Mathieu Gontier wrote:
Dear OpenMPI users
I am dealing with an arithmetic problem. In fact, I have two variants
of my code: one in single precision, one in double precision. When I
compare the two executable built with MPICH, one can observed an
expected difference of performance: 115.7-sec in single precision
against 178.68-sec in double precision (+54%).
The thing is, when I use OpenMPI, the difference is really bigger:
238.5-sec in single precision against 403.19-sec double precision (+69%).
Our experiences have already shown OpenMPI is less efficient than
MPICH on Ethernet with a small number of processes. This explain the
differences between the first set of results with MPICH and the second
set with OpenMPI. (But if someone have more information about that or
even a solution, I am of course interested.)

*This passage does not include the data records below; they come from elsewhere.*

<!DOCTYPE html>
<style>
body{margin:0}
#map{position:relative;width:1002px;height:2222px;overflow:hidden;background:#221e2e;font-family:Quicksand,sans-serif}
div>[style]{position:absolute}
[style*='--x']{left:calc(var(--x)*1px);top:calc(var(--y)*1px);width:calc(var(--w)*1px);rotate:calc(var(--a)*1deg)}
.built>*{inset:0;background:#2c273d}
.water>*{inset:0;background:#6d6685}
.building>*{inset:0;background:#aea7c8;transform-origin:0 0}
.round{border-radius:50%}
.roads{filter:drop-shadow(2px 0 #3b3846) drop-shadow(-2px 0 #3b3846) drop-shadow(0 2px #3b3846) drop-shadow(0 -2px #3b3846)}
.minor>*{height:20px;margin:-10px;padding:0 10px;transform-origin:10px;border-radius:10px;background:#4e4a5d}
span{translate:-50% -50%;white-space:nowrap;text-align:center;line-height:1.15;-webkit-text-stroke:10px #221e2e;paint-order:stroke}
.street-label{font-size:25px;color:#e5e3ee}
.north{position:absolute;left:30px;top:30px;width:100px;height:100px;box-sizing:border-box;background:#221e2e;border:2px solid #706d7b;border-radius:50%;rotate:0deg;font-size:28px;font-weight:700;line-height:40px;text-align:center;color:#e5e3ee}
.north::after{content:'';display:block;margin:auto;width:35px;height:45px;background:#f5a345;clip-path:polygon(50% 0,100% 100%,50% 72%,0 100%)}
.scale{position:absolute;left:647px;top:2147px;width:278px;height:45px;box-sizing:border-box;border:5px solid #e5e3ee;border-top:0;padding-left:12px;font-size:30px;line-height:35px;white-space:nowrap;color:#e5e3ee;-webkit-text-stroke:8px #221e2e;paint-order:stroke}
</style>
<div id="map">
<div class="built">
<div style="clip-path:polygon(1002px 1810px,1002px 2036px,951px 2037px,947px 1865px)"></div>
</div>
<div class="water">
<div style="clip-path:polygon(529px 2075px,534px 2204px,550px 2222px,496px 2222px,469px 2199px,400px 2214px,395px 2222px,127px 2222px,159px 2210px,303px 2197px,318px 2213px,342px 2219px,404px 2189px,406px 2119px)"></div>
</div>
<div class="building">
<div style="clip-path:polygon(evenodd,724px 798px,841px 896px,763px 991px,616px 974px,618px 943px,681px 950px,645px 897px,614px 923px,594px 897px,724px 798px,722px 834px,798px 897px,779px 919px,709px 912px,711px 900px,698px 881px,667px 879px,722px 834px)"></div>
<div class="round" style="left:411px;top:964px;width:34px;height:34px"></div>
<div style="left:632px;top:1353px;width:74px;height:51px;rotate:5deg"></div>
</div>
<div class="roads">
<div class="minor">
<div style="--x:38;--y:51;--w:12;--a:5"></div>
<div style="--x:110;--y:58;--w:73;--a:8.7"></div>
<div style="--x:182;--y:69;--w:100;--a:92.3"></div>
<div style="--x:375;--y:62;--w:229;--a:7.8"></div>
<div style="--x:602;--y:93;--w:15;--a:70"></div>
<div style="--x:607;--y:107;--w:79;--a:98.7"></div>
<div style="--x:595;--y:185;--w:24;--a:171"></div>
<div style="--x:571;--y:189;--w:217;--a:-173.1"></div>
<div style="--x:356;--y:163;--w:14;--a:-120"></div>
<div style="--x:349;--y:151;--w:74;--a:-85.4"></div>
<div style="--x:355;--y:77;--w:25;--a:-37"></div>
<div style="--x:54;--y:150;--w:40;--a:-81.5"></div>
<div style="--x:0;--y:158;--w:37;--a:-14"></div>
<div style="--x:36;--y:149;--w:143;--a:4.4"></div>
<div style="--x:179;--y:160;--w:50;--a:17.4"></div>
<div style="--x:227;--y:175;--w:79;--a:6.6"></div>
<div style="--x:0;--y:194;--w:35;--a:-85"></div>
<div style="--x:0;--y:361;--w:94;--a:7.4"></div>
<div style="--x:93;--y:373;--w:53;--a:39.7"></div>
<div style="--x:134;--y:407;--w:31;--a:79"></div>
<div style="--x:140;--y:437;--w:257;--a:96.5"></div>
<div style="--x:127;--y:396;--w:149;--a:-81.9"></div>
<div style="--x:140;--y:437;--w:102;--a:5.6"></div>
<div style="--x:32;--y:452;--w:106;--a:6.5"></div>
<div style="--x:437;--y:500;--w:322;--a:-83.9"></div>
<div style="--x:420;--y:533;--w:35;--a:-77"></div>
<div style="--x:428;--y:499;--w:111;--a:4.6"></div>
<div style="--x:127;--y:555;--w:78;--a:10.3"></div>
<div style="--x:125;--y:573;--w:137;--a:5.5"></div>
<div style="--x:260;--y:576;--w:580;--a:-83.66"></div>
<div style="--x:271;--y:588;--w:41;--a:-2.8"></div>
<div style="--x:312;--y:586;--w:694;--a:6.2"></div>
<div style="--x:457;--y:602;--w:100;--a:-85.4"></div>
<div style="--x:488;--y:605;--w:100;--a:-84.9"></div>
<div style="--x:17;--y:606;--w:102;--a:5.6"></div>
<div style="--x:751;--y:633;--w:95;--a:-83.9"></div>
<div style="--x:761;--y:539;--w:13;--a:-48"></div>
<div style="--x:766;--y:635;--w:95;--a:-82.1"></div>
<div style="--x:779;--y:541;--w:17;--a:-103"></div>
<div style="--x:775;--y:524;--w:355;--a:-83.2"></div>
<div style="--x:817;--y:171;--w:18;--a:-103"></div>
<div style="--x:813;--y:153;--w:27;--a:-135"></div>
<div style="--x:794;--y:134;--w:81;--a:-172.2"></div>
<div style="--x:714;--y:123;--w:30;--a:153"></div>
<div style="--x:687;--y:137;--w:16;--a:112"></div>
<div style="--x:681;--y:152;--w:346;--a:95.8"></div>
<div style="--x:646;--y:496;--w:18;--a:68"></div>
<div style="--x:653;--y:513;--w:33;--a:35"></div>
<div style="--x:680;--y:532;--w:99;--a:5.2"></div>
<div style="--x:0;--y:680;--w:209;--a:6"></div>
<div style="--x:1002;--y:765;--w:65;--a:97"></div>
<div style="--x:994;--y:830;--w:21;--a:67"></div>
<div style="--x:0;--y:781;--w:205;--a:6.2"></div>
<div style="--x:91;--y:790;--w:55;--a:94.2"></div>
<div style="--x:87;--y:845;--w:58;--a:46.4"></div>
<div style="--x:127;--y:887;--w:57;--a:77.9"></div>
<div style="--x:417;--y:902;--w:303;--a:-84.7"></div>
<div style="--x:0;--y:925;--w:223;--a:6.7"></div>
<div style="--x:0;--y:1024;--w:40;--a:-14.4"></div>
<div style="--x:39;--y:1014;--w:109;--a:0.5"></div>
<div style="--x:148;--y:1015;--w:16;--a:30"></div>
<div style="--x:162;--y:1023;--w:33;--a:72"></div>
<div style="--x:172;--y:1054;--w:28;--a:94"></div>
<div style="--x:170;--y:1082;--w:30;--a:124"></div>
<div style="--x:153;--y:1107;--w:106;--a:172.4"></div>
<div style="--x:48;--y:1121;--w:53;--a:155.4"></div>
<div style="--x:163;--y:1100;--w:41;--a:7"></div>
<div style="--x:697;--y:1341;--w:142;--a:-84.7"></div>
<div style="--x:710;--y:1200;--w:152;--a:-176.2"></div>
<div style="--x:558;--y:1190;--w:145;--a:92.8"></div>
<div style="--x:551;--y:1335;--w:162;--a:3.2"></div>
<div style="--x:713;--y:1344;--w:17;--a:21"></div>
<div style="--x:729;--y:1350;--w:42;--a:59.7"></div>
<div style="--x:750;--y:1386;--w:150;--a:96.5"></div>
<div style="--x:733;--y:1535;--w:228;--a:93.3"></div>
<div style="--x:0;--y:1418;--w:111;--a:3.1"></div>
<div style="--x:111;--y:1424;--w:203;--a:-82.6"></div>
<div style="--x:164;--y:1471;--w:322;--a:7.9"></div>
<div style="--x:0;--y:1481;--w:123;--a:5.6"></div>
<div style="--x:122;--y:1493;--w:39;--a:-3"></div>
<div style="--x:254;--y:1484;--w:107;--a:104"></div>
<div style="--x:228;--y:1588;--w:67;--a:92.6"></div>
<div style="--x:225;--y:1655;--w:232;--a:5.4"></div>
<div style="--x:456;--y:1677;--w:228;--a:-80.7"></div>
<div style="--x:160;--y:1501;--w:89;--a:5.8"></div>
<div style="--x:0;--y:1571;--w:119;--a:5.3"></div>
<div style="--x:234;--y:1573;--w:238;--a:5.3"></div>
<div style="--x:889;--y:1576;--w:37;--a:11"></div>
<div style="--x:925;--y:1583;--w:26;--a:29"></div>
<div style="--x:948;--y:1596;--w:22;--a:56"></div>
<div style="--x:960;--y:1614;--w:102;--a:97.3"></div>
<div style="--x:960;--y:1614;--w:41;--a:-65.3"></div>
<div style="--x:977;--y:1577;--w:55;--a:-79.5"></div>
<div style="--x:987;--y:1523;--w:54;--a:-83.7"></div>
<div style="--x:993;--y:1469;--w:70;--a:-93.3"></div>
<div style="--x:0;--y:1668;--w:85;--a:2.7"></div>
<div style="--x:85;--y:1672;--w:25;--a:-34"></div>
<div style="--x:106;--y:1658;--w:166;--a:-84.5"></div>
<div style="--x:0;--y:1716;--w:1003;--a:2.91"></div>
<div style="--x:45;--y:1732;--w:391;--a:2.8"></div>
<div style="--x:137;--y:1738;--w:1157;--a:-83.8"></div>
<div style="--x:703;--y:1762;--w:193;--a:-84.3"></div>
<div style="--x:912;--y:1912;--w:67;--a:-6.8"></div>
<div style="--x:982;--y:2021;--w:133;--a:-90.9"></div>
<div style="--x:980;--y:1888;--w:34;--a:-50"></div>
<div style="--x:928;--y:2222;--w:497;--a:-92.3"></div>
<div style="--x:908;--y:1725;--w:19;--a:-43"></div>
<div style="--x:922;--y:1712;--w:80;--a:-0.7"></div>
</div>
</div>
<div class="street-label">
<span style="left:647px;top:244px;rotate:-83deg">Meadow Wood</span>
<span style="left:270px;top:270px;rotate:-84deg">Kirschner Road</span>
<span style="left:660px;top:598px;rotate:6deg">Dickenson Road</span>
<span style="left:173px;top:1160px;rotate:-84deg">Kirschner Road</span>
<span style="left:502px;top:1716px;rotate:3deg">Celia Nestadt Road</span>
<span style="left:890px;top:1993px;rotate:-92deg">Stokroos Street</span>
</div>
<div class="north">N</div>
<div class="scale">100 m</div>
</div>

But, using OpenMPI increases the difference between the two
arithmetic. Is it the accentuation of the OpenMPI+Ethernet loss of
performance, is it another issue into OpenMPI or is there any option a
can use?
It is also unusual that the performance difference between MPICH and
OMPI is so large. You say that OMPI is slower than MPICH even at small
process counts. Can you confirm that this is because MPI calls are
slower? Some of the biggest performance differences I've seen between
MPI implementations had nothing to do with the performance of MPI calls
at all. It had to do with process binding or other factors that
impacted the computational (non-MPI) performance of the code. The
performance of MPI calls was basically irrelevant.
In this particular case, I'm not convinced since neither OMPI nor MPICH
binds processes by default.
Still, can you do some basic performance profiling to confirm what
aspect of your application is consuming so much time? Is it a
particular MPI call? If your application is spending almost all of its
time in MPI calls, do you have some way of judging whether the faster
performance is acceptable? That is, is 238 secs acceptable and 403 secs
slow? Or, are both timings unacceptable -- e.g., the code "should" be
running in about 30 secs.